Afecta a quienes no están preparados

No cabe duda que los gigantes tecnológicos como Google, Yahoo, Bing, Facebook, Instagram, WhatsApp (aunque estos últimos pertenecientes todos al mismo grupo), conocían de sobra la existencia y los futuros efectos del RGPD pese a tener sus sedes en Norte de América. El problema ha surgido en España con las PYMES. La pequeña y mediana empresa se ha visto obligada a realizar adaptaciones a la nueva normativa a última hora pese a haber tenido dos años para ir tomando las medidas oportunas . No es porque las Consultoras especializadas en  Privacidad no hubieran avisado, pero también creemos que bastante tienen las PYMES en nuestro país tratando de sobrevivir ,como para enfrentarse a una norma que, en muchos casos, genera más dudas que aclaraciones . En cualquier caso y estando ya a finales de año, la tormenta ha pasado por ahora, hasta que comiencen a salir las primeras sanciones por parte de la AGPD. Recordemos que Vodafone ya se está enfrentando a una sanción bastante elevada y algunas otras grandes empresas van por el mismo camino.
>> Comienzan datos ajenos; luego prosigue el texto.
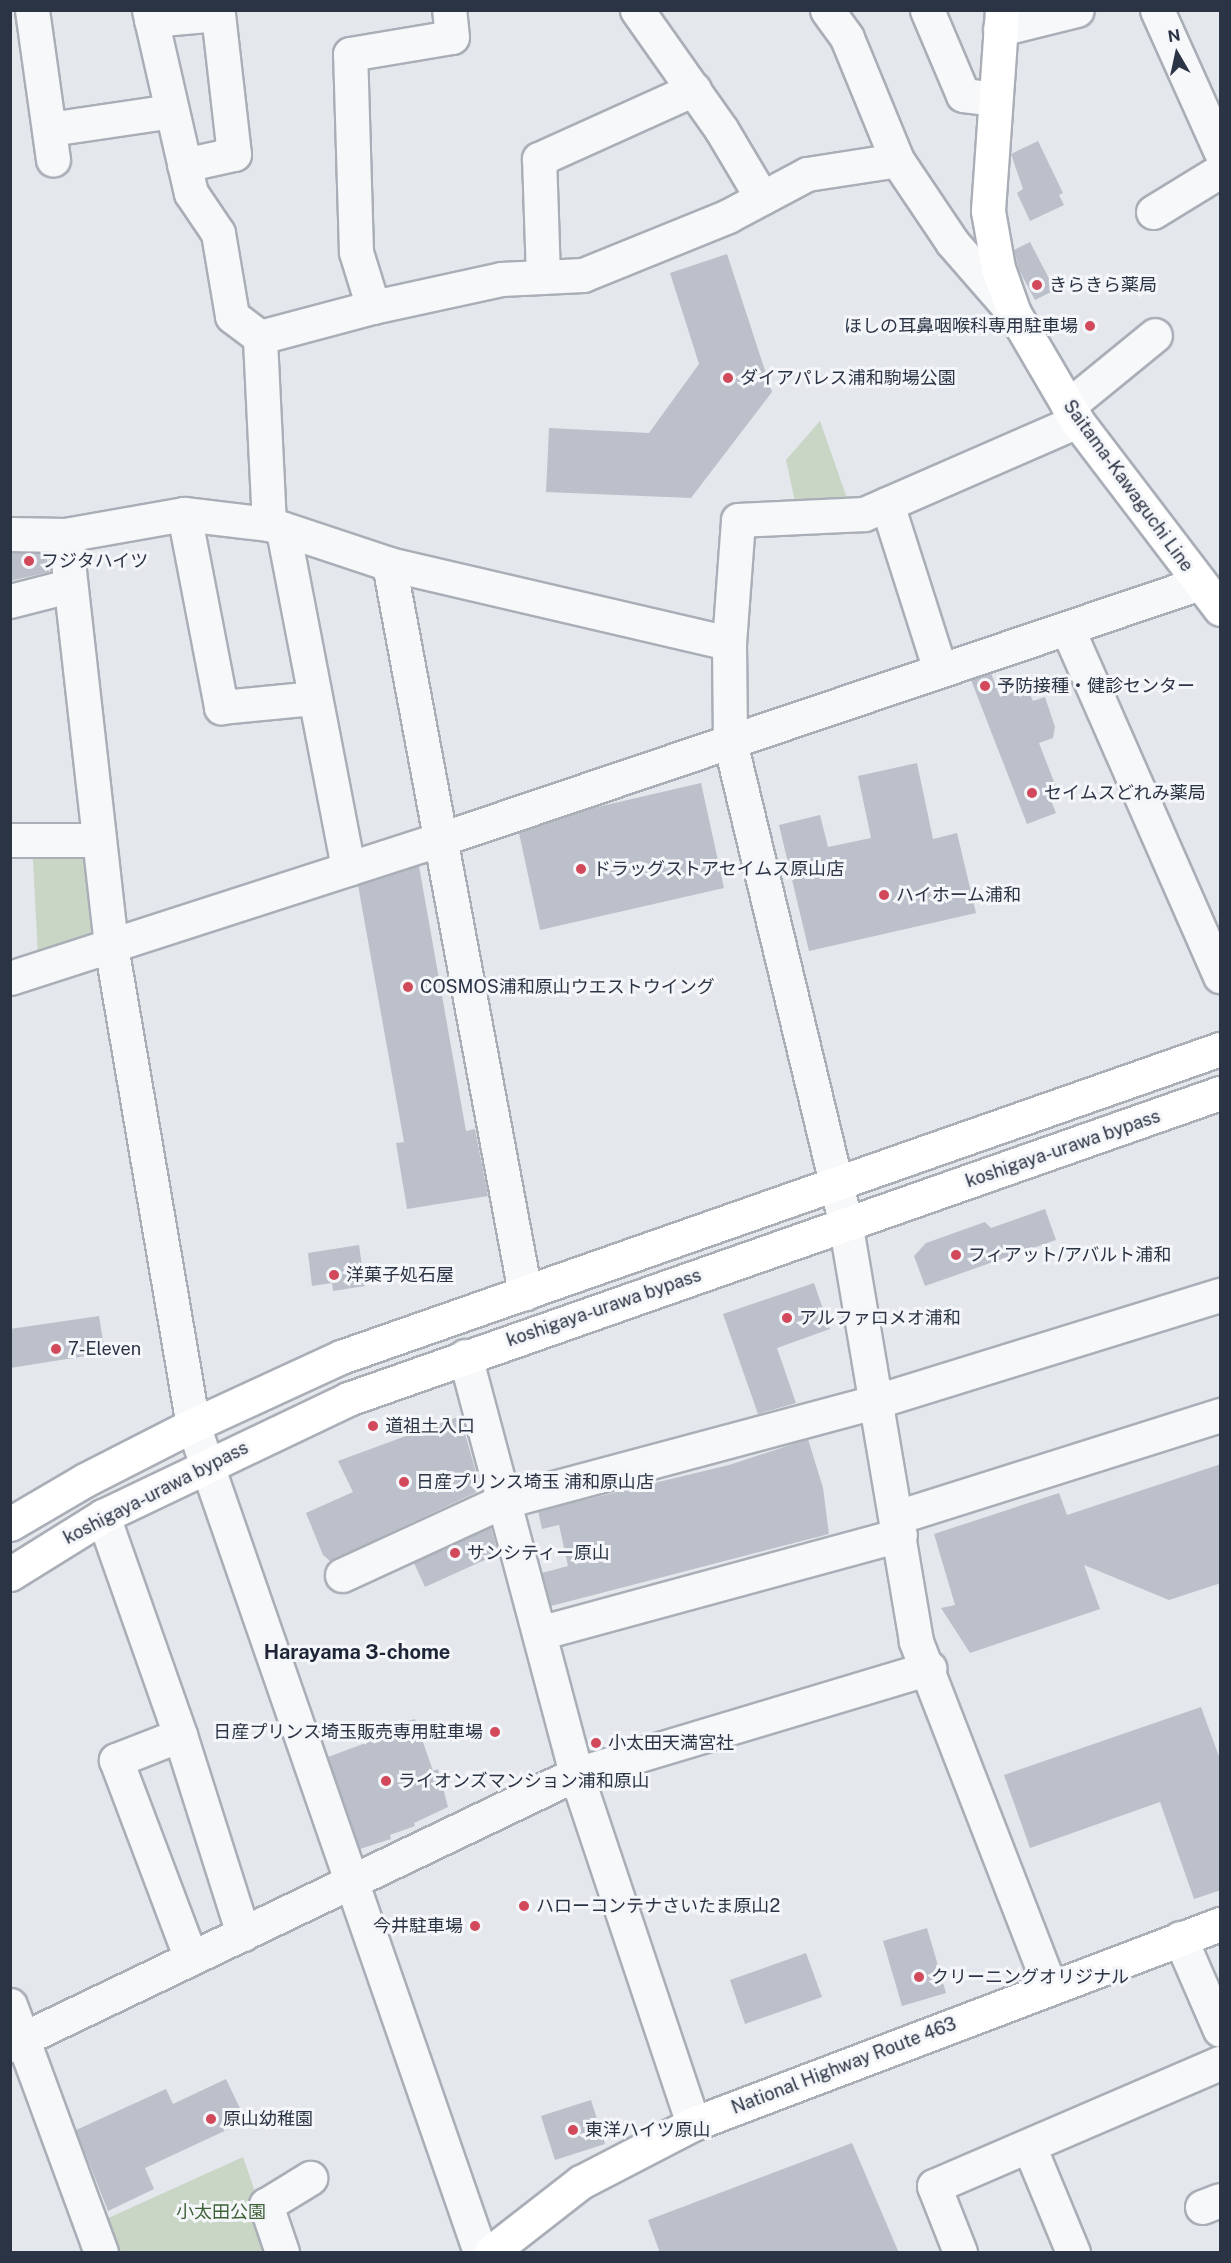 <!DOCTYPE html>
<meta charset="utf-8">
<style>
body{margin:0}
#map{position:relative;width:1231px;height:2263px;overflow:hidden;background:#e4e7ec;font-family:"Public Sans","Noto Sans JP",sans-serif}
div>[style]{position:absolute}
.green>*{inset:0;background:#c9d6c5}
.building>*{inset:0;background:#bbc0ca}
.roads{filter:drop-shadow(2px 0 #a9aeb7) drop-shadow(-2px 0 #a9aeb7) drop-shadow(0 2px #a9aeb7) drop-shadow(0 -2px #a9aeb7)}
.minor>*{height:33px;margin:-16.5px;padding:0 16.5px;transform-origin:16.5px;border-radius:16.5px;background:#f7f8fa}
.major>*{height:33px;margin:-16.5px;padding:0 16.5px;transform-origin:16.5px;border-radius:16.5px;background:#fff}
.highway>*{height:33px;margin:-16.5px;padding:0 16.5px;transform-origin:16.5px;border-radius:16.5px;background:#fff}
.dots>*{width:16px;height:16px;translate:-50% -50%;box-sizing:border-box;border:3px solid #f4f6f9;border-radius:50%}
span{translate:-50% -50%;white-space:nowrap;text-align:center;line-height:1.15;-webkit-text-stroke:6px #f4f6f9;paint-order:stroke}
.poi-label{font-size:18px;color:#2b3445}
.left{translate:0 -50%;text-align:left}
.right{translate:-100% -50%;text-align:right}
.street-label{font-size:18px;color:#2b3445}
.park-label{font-size:18px;color:#3f6138}
.neighbourhood-label{font-size:20px;color:#1d2536;font-weight:700}
.frame{position:absolute;inset:0;border:12px solid #2b3445;pointer-events:none}
.north{position:absolute;left:1147px;top:24px;width:60px;height:60px;-webkit-text-stroke:4px #f4f6f9;paint-order:stroke;rotate:351deg;font-size:16px;font-weight:700;line-height:24px;text-align:center;color:#2b3445}
.north::after{content:'';display:block;margin:auto;width:21px;height:27px;background:#2b3445;clip-path:polygon(50% 0,100% 100%,50% 72%,0 100%)}
</style>
<div id="map">
<div class="green">
<i style="clip-path:polygon(820px 421px,850px 507px,797px 511px,786px 460px)"></i>
<i style="clip-path:polygon(32px 843px,90px 845px,99px 934px,38px 955px)"></i>
<i style="clip-path:polygon(243px 2157px,276px 2252px,117px 2252px,104px 2220px)"></i>
</div>
<div class="building">
<i style="clip-path:polygon(1038px 141px,1063px 193px,1059px 195px,1064px 205px,1030px 221px,1017px 193px,1023px 189px,1011px 154px)"></i>
<i style="clip-path:polygon(1030px 242px,1055px 290px,1035px 300px,1019px 270px,1014px 250px)"></i>
<i style="clip-path:polygon(727px 254px,772px 392px,691px 498px,546px 492px,549px 428px,649px 433px,699px 364px,670px 273px)"></i>
<i style="clip-path:polygon(10px 553px,46px 553px,49px 572px,10px 581px)"></i>
<i style="clip-path:polygon(991px 673px,1000px 697px,1027px 687px,1033px 701px,1045px 697px,1055px 727px,1053px 738px,1039px 743px,1056px 787px,1047px 791px,1056px 813px,1027px 824px,971px 680px)"></i>
<i style="clip-path:polygon(917px 763px,933px 839px,957px 833px,976px 913px,809px 951px,779px 825px,820px 815px,828px 847px,871px 838px,858px 776px)"></i>
<i style="clip-path:polygon(701px 783px,724px 888px,540px 930px,519px 833px,593px 808px)"></i>
<i style="clip-path:polygon(419px 866px,466px 1131px,475px 1129px,488px 1196px,407px 1209px,396px 1143px,404px 1142px,358px 885px)"></i>
<i style="clip-path:polygon(1045px 1209px,1056px 1240px,925px 1286px,914px 1256px,926px 1243px,985px 1222px,991px 1228px)"></i>
<i style="clip-path:polygon(359px 1245px,365px 1286px,333px 1291px,332px 1283px,312px 1286px,308px 1253px)"></i>
<i style="clip-path:polygon(814px 1283px,830px 1329px,777px 1348px,796px 1403px,758px 1414px,723px 1314px)"></i>
<i style="clip-path:polygon(99px 1316px,105px 1353px,10px 1368px,10px 1329px)"></i>
<i style="clip-path:polygon(460px 1416px,481px 1490px,330px 1561px,323px 1555px,306px 1513px,353px 1492px,338px 1461px)"></i>
<i style="clip-path:polygon(808px 1439px,823px 1488px,829px 1534px,551px 1606px,542px 1573px,568px 1566px,559px 1525px,542px 1529px,538px 1511px,729px 1465px)"></i>
<i style="clip-path:polygon(1221px 1464px,1221px 1583px,1169px 1600px,1084px 1565px,1100px 1609px,970px 1653px,941px 1608px,955px 1605px,934px 1534px,1059px 1493px,1067px 1515px)"></i>
<i style="clip-path:polygon(491px 1527px,498px 1554px,425px 1587px,414px 1563px)"></i>
<i style="clip-path:polygon(1201px 1707px,1221px 1762px,1221px 1890px,1194px 1899px,1160px 1802px,1030px 1848px,1004px 1775px)"></i>
<i style="clip-path:polygon(415px 1719px,433px 1771px,438px 1769px,448px 1807px,414px 1823px,415px 1826px,390px 1835px,391px 1839px,360px 1849px,328px 1757px,379px 1738px,376px 1731px)"></i>
<i style="clip-path:polygon(927px 1928px,946px 1993px,902px 2006px,883px 1941px)"></i>
<i style="clip-path:polygon(806px 1953px,822px 1997px,745px 2024px,730px 1980px)"></i>
<i style="clip-path:polygon(226px 2079px,246px 2121px,145px 2168px,154px 2189px,108px 2211px,76px 2130px,166px 2089px,173px 2104px)"></i>
<i style="clip-path:polygon(591px 2100px,605px 2144px,555px 2160px,541px 2116px)"></i>
<i style="clip-path:polygon(852px 2143px,899px 2253px,660px 2253px,648px 2220px)"></i>
</div>
<div class="roads">
<div class="minor">
<i style="left:32px;top:10px;width:151px;rotate:82deg"></i>
<i style="left:149px;top:10px;width:188px;rotate:77.1deg"></i>
<i style="left:191px;top:193px;width:48px;rotate:56deg"></i>
<i style="left:218px;top:233px;width:84px;rotate:80.4deg"></i>
<i style="left:232px;top:316px;width:35px;rotate:37deg"></i>
<i style="left:637px;top:10px;width:146px;rotate:54.8deg"></i>
<i style="left:721px;top:129px;width:80px;rotate:59.3deg"></i>
<i style="left:827px;top:10px;width:34px;rotate:54deg"></i>
<i style="left:847px;top:38px;width:132px;rotate:67.7deg"></i>
<i style="left:897px;top:160px;width:99px;rotate:56.1deg"></i>
<i style="left:952px;top:242px;width:94px;rotate:48.9deg"></i>
<i style="left:927px;top:10px;width:92px;rotate:67deg"></i>
<i style="left:963px;top:95px;width:32px;rotate:7deg"></i>
<i style="left:1157px;top:10px;width:154px;rotate:65.8deg"></i>
<i style="left:151px;top:20px;width:67px;rotate:-5.1deg"></i>
<i style="left:218px;top:14px;width:141px;rotate:83.5deg"></i>
<i style="left:234px;top:154px;width:51px;rotate:167.6deg"></i>
<i style="left:1000px;top:29px;width:79px;rotate:-13.9deg"></i>
<i style="left:50px;top:129px;width:123px;rotate:-8.4deg"></i>
<i style="left:1153px;top:212px;width:79px;rotate:-31.5deg"></i>
<i style="left:543px;top:277px;width:118px;rotate:-91.9deg"></i>
<i style="left:539px;top:159px;width:170px;rotate:-24.3deg"></i>
<i style="left:373px;top:307px;width:58px;rotate:-107.2deg"></i>
<i style="left:356px;top:252px;width:198px;rotate:-91.7deg"></i>
<i style="left:350px;top:54px;width:103px;rotate:-9.5deg"></i>
<i style="left:452px;top:37px;width:27px;rotate:-96deg"></i>
<i style="left:1068px;top:406px;width:112px;rotate:-39.2deg"></i>
<i style="left:887px;top:504px;width:174px;rotate:72.3deg"></i>
<i style="left:184px;top:514px;width:197px;rotate:79.1deg"></i>
<i style="left:221px;top:707px;width:94px;rotate:-5.5deg"></i>
<i style="left:269px;top:524px;width:187px;rotate:-92.8deg"></i>
<i style="left:260px;top:337px;width:117px;rotate:-14.9deg"></i>
<i style="left:373px;top:307px;width:131px;rotate:-12.3deg"></i>
<i style="left:501px;top:279px;width:82px;rotate:-2.8deg"></i>
<i style="left:583px;top:275px;width:157px;rotate:-22.1deg"></i>
<i style="left:728px;top:216px;width:89px;rotate:-28deg"></i>
<i style="left:807px;top:174px;width:91px;rotate:-8.8deg"></i>
<i style="left:283px;top:530px;width:345px;rotate:79.1deg"></i>
<i style="left:10px;top:534px;width:55px;rotate:1deg"></i>
<i style="left:65px;top:535px;width:121px;rotate:-10deg"></i>
<i style="left:184px;top:514px;width:86px;rotate:6.7deg"></i>
<i style="left:269px;top:524px;width:126px;rotate:18.4deg"></i>
<i style="left:389px;top:564px;width:349px;rotate:13.1deg"></i>
<i style="left:65px;top:535px;width:414px;rotate:83.6deg"></i>
<i style="left:111px;top:946px;width:486px;rotate:80.3deg"></i>
<i style="left:193px;top:1425px;width:875px;rotate:70.86deg"></i>
<i style="left:389px;top:564px;width:742px;rotate:79.43deg"></i>
<i style="left:10px;top:601px;width:61px;rotate:-14.3deg"></i>
<i style="left:1068px;top:630px;width:378px;rotate:66.3deg"></i>
<i style="left:10px;top:840px;width:88px"></i>
<i style="left:10px;top:978px;width:450px;rotate:-17.9deg"></i>
<i style="left:438px;top:840px;width:804px;rotate:-18.64deg"></i>
<i style="left:465px;top:1356px;width:432px;rotate:75.1deg"></i>
<i style="left:576px;top:1774px;width:369px;rotate:71.5deg"></i>
<i style="left:103px;top:1516px;width:232px;rotate:70.6deg"></i>
<i style="left:180px;top:1735px;width:209px;rotate:72.4deg"></i>
<i style="left:897px;top:1517px;width:339px;rotate:-17.5deg"></i>
<i style="left:342px;top:1575px;width:175px;rotate:-24.7deg"></i>
<i style="left:501px;top:1502px;width:389px;rotate:-15deg"></i>
<i style="left:877px;top:1401px;width:359px;rotate:-17.2deg"></i>
<i style="left:539px;top:1633px;width:374px;rotate:-15.2deg"></i>
<i style="left:180px;top:1735px;width:69px;rotate:158.7deg"></i>
<i style="left:116px;top:1760px;width:212px;rotate:69.3deg"></i>
<i style="left:1180px;top:1938px;width:100px;rotate:66.5deg"></i>
<i style="left:1050px;top:1987px;width:371px;rotate:-111.2deg"></i>
<i style="left:916px;top:1641px;width:422px;rotate:-99.6deg"></i>
<i style="left:846px;top:1225px;width:499px;rotate:-103.5deg"></i>
<i style="left:730px;top:740px;width:97px;rotate:-90.6deg"></i>
<i style="left:729px;top:643px;width:123px;rotate:-85.8deg"></i>
<i style="left:738px;top:520px;width:126px;rotate:-2.7deg"></i>
<i style="left:864px;top:514px;width:232px;rotate:-23.6deg"></i>
<i style="left:10px;top:2005px;width:263px;rotate:69.8deg"></i>
<i style="left:10px;top:2045px;width:628px;rotate:-25.59deg"></i>
<i style="left:576px;top:1774px;width:369px;rotate:-16.7deg"></i>
<i style="left:1029px;top:2146px;width:115px;rotate:67.5deg"></i>
<i style="left:1202px;top:2207px;width:19px;rotate:-21deg"></i>
<i style="left:282px;top:2252px;width:50px;rotate:-108.8deg"></i>
<i style="left:266px;top:2205px;width:52px;rotate:-31.5deg"></i>
<i style="left:960px;top:2252px;width:71px;rotate:-111.5deg"></i>
<i style="left:934px;top:2186px;width:311px;rotate:-23.3deg"></i>
</div>
<div class="major">
<i style="left:1002px;top:10px;width:201px;rotate:94deg"></i>
<i style="left:988px;top:211px;width:58px;rotate:80deg"></i>
<i style="left:998px;top:268px;width:48px;rotate:70.4deg"></i>
<i style="left:1014px;top:313px;width:125px;rotate:59.7deg"></i>
<i style="left:1077px;top:421px;width:236px;rotate:52.7deg"></i>
</div>
<div class="highway">
<i style="left:10px;top:1524px;width:87px;rotate:-30.4deg"></i>
<i style="left:85px;top:1480px;width:121px;rotate:-27deg"></i>
<i style="left:193px;top:1425px;width:163px;rotate:-24.7deg"></i>
<i style="left:341px;top:1357px;width:931px;rotate:-19.31deg"></i>
<i style="left:10px;top:1574px;width:110px;rotate:-31.9deg"></i>
<i style="left:103px;top:1516px;width:272px;rotate:-25.5deg"></i>
<i style="left:348px;top:1399px;width:924px;rotate:-19.34deg"></i>
<i style="left:491px;top:2252px;width:114px;rotate:-37.9deg"></i>
<i style="left:581px;top:2182px;width:126px;rotate:-27.4deg"></i>
<i style="left:693px;top:2124px;width:564px;rotate:-20.78deg"></i>
</div>
</div>
<div class="dots">
<i style="left:1037px;top:285px;background:#d1495b"></i>
<i style="left:1090px;top:326px;background:#d1495b"></i>
<i style="left:728px;top:378px;background:#d1495b"></i>
<i style="left:29px;top:561px;background:#d1495b"></i>
<i style="left:985px;top:686px;background:#d1495b"></i>
<i style="left:1032px;top:793px;background:#d1495b"></i>
<i style="left:581px;top:869px;background:#d1495b"></i>
<i style="left:884px;top:895px;background:#d1495b"></i>
<i style="left:408px;top:987px;background:#d1495b"></i>
<i style="left:956px;top:1255px;background:#d1495b"></i>
<i style="left:334px;top:1275px;background:#d1495b"></i>
<i style="left:787px;top:1318px;background:#d1495b"></i>
<i style="left:56px;top:1349px;background:#d1495b"></i>
<i style="left:373px;top:1426px;background:#d1495b"></i>
<i style="left:404px;top:1482px;background:#d1495b"></i>
<i style="left:455px;top:1553px;background:#d1495b"></i>
<i style="left:495px;top:1732px;background:#d1495b"></i>
<i style="left:596px;top:1743px;background:#d1495b"></i>
<i style="left:386px;top:1781px;background:#d1495b"></i>
<i style="left:524px;top:1906px;background:#d1495b"></i>
<i style="left:475px;top:1926px;background:#d1495b"></i>
<i style="left:919px;top:1977px;background:#d1495b"></i>
<i style="left:211px;top:2119px;background:#d1495b"></i>
<i style="left:573px;top:2130px;background:#d1495b"></i>
</div>
<div class="poi-label">
<span class="left" style="left:1049px;top:285px">きらきら薬局</span>
<span class="right" style="left:1078px;top:326px">ほしの耳鼻咽喉科専用駐車場</span>
<span class="left" style="left:740px;top:378px">ダイアパレス浦和駒場公園</span>
<span class="left" style="left:41px;top:561px">フジタハイツ</span>
<span class="left" style="left:997px;top:686px">予防接種・健診センター</span>
<span class="left" style="left:1044px;top:793px">セイムスどれみ薬局</span>
<span class="left" style="left:593px;top:869px">ドラッグストアセイムス原山店</span>
<span class="left" style="left:896px;top:895px">ハイホーム浦和</span>
<span class="left" style="left:420px;top:987px">COSMOS浦和原山ウエストウイング</span>
<span class="left" style="left:968px;top:1255px">フィアット/アバルト浦和</span>
<span class="left" style="left:346px;top:1275px">洋菓子処石屋</span>
<span class="left" style="left:799px;top:1318px">アルファロメオ浦和</span>
<span class="left" style="left:68px;top:1349px">7-Eleven</span>
<span class="left" style="left:385px;top:1426px">道祖土入口</span>
<span class="left" style="left:416px;top:1482px">日産プリンス埼玉 浦和原山店</span>
<span class="left" style="left:467px;top:1553px">サンシティー原山</span>
<span class="right" style="left:483px;top:1732px">日産プリンス埼玉販売専用駐車場</span>
<span class="left" style="left:608px;top:1743px">小太田天満宮社</span>
<span class="left" style="left:398px;top:1781px">ライオンズマンション浦和原山</span>
<span class="left" style="left:536px;top:1906px">ハローコンテナさいたま原山2</span>
<span class="right" style="left:463px;top:1926px">今井駐車場</span>
<span class="left" style="left:931px;top:1977px">クリーニングオリジナル</span>
<span class="left" style="left:223px;top:2119px">原山幼稚園</span>
<span class="left" style="left:585px;top:2130px">東洋ハイツ原山</span>
</div>
<div class="street-label">
<span style="left:1128px;top:486px;rotate:54deg">Saitama-Kawaguchi Line</span>
<span style="left:1063px;top:1149px;rotate:-19deg">koshigaya-urawa bypass</span>
<span style="left:604px;top:1308px;rotate:-19deg">koshigaya-urawa bypass</span>
<span style="left:156px;top:1493px;rotate:-27deg">koshigaya-urawa bypass</span>
<span style="left:844px;top:2066px;rotate:-21deg">National Highway Route 463</span>
</div>
<div class="park-label">
<span style="left:221px;top:2212px">小太田公園</span>
</div>
<div class="neighbourhood-label">
<span style="left:357px;top:1652px">Harayama 3-chome</span>
</div>
<div class="frame"></div>
<div class="north">N</div>
</div>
¿Afecta el RGPD a la publicidad digital?

Por supuesto. Incluso antes del Reglamento Europeo de Protección de Datos, con el propio reglamento de la LOPD, ya había que prestar atención a los datos personales que las empresas trataban, sobre todo los datos especiales y sensibles, como orientación sexual, ideología, religión y salud. Ahora bien, antes de la entrada en vigor del GDPR, puede que se hiciera ‘’la vista gorda’’ con la forma o las finalidades con que se trataban los datos. Cuestiones como la realización de perfiles de posibles votantes en función de sus preferencias ideológicas no es que fueran admitidas, pero se hacía. Ahora con el Reglamento Europeo en vigor, analizar los datos de los usuarios y elaborar un perfil de posible votante (aunque ya veremos en un próximo artículo, qué legislan los partidos sobre esto, en la nueva Ley de Protección de Datos aprobada recientemente por el Congreso de los Diputados) , de persona expuesta a una determinada enfermedad, analizar datos para conocer la orientación sexual, pensamiento, o religión, acarrea sanciones económicas que pueden ascender hasta los 10 millones de euros.

El Big Data, ¿qué pasará?

No debe cundir el pánico. Si bien los usuarios tendrán los mismos privilegios que con la antigua LOPD, además de algunos otros, como la posibilidad de eliminar toda información innecesaria a los 6 meses del tratamiento de sus datos, las empresas podrán continuar analizando datos de navegación y preferencias de los consumidores para ofrecer publicidad digital y vender sus productos o servicios. A lo que deben prestar más atención es a los datos que tratan de forma masiva a través de procesos como el Big Data. Deben indicar al usuario la finalidad del tratamiento y utilizar única y exclusivamente aquellos datos que les permitan conseguir el fin. Ni más ni menos, solo los necesarios. Deberá prestarse mucha atención y especial cuidado a datos especial y sensibles como hemos dicho y estos datos, en ningún caso, podrán utilizarse para la elaboración de perfiles de consumidores. Por lo demás, los usuarios podrán seguir recibiendo publicidad digital, aunque de ellos dependerá hasta cuando, pues pueden oponerse a ello en cualquier momento y aun así seguir disfrutando de los servicios que les ofrece Internet.